→ **What to work on**
Keeping every character in place, output all the data.

[Data excerpts]
# # # # #
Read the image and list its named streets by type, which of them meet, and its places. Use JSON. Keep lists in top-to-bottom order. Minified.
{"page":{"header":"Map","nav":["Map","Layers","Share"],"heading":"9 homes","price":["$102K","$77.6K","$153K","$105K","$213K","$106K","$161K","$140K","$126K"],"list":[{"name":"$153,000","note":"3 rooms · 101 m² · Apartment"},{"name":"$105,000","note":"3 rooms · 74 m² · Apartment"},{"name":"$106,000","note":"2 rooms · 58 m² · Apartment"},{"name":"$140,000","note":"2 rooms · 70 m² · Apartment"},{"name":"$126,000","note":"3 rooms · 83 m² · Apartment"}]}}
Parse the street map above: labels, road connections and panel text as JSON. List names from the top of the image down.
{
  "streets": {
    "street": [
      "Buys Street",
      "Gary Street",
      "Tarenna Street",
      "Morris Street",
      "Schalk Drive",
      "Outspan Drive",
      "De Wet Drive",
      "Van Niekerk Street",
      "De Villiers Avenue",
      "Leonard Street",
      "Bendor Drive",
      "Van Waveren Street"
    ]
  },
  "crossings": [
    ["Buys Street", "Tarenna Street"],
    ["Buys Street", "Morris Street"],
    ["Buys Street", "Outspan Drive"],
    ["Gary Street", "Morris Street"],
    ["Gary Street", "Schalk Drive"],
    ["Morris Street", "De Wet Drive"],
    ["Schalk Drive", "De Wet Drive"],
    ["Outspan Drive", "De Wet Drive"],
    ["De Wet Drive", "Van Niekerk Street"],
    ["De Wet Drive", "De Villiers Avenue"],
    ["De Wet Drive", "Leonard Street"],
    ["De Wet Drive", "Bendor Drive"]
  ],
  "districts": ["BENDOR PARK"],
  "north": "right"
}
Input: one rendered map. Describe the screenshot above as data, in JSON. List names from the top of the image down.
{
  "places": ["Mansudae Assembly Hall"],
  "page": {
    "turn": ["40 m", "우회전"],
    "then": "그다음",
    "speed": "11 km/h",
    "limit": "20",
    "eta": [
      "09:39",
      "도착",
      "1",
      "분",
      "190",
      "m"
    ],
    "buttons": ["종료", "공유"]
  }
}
# # # # #
→ **Solved exercise**
Read the image and list its named streets by type, which of them meet, and its places. Use JSON. Keep lists in top-to-bottom order. Minified.
{"page":{"header":"Map","nav":["Map","Layers","Share"],"heading":"9 homes","price":["$102K","$77.6K","$153K","$105K","$213K","$106K","$161K","$140K","$126K"],"list":[{"name":"$153,000","note":"3 rooms · 101 m² · Apartment"},{"name":"$105,000","note":"3 rooms · 74 m² · Apartment"},{"name":"$106,000","note":"2 rooms · 58 m² · Apartment"},{"name":"$140,000","note":"2 rooms · 70 m² · Apartment"},{"name":"$126,000","note":"3 rooms · 83 m² · Apartment"}]}}
Parse the street map above: labels, road connections and panel text as JSON. List names from the top of the image down.
{
  "streets": {
    "street": [
      "Buys Street",
      "Gary Street",
      "Tarenna Street",
      "Morris Street",
      "Schalk Drive",
      "Outspan Drive",
      "De Wet Drive",
      "Van Niekerk Street",
      "De Villiers Avenue",
      "Leonard Street",
      "Bendor Drive",
      "Van Waveren Street"
    ]
  },
  "crossings": [
    ["Buys Street", "Tarenna Street"],
    ["Buys Street", "Morris Street"],
    ["Buys Street", "Outspan Drive"],
    ["Gary Street", "Morris Street"],
    ["Gary Street", "Schalk Drive"],
    ["Morris Street", "De Wet Drive"],
    ["Schalk Drive", "De Wet Drive"],
    ["Outspan Drive", "De Wet Drive"],
    ["De Wet Drive", "Van Niekerk Street"],
    ["De Wet Drive", "De Villiers Avenue"],
    ["De Wet Drive", "Leonard Street"],
    ["De Wet Drive", "Bendor Drive"]
  ],
  "districts": ["BENDOR PARK"],
  "north": "right"
}
Input: one rendered map. Describe the screenshot above as data, in JSON. List names from the top of the image down.
{
  "places": ["Mansudae Assembly Hall"],
  "page": {
    "turn": ["40 m", "우회전"],
    "then": "그다음",
    "speed": "11 km/h",
    "limit": "20",
    "eta": [
      "09:39",
      "도착",
      "1",
      "분",
      "190",
      "m"
    ],
    "buttons": ["종료", "공유"]
  }
}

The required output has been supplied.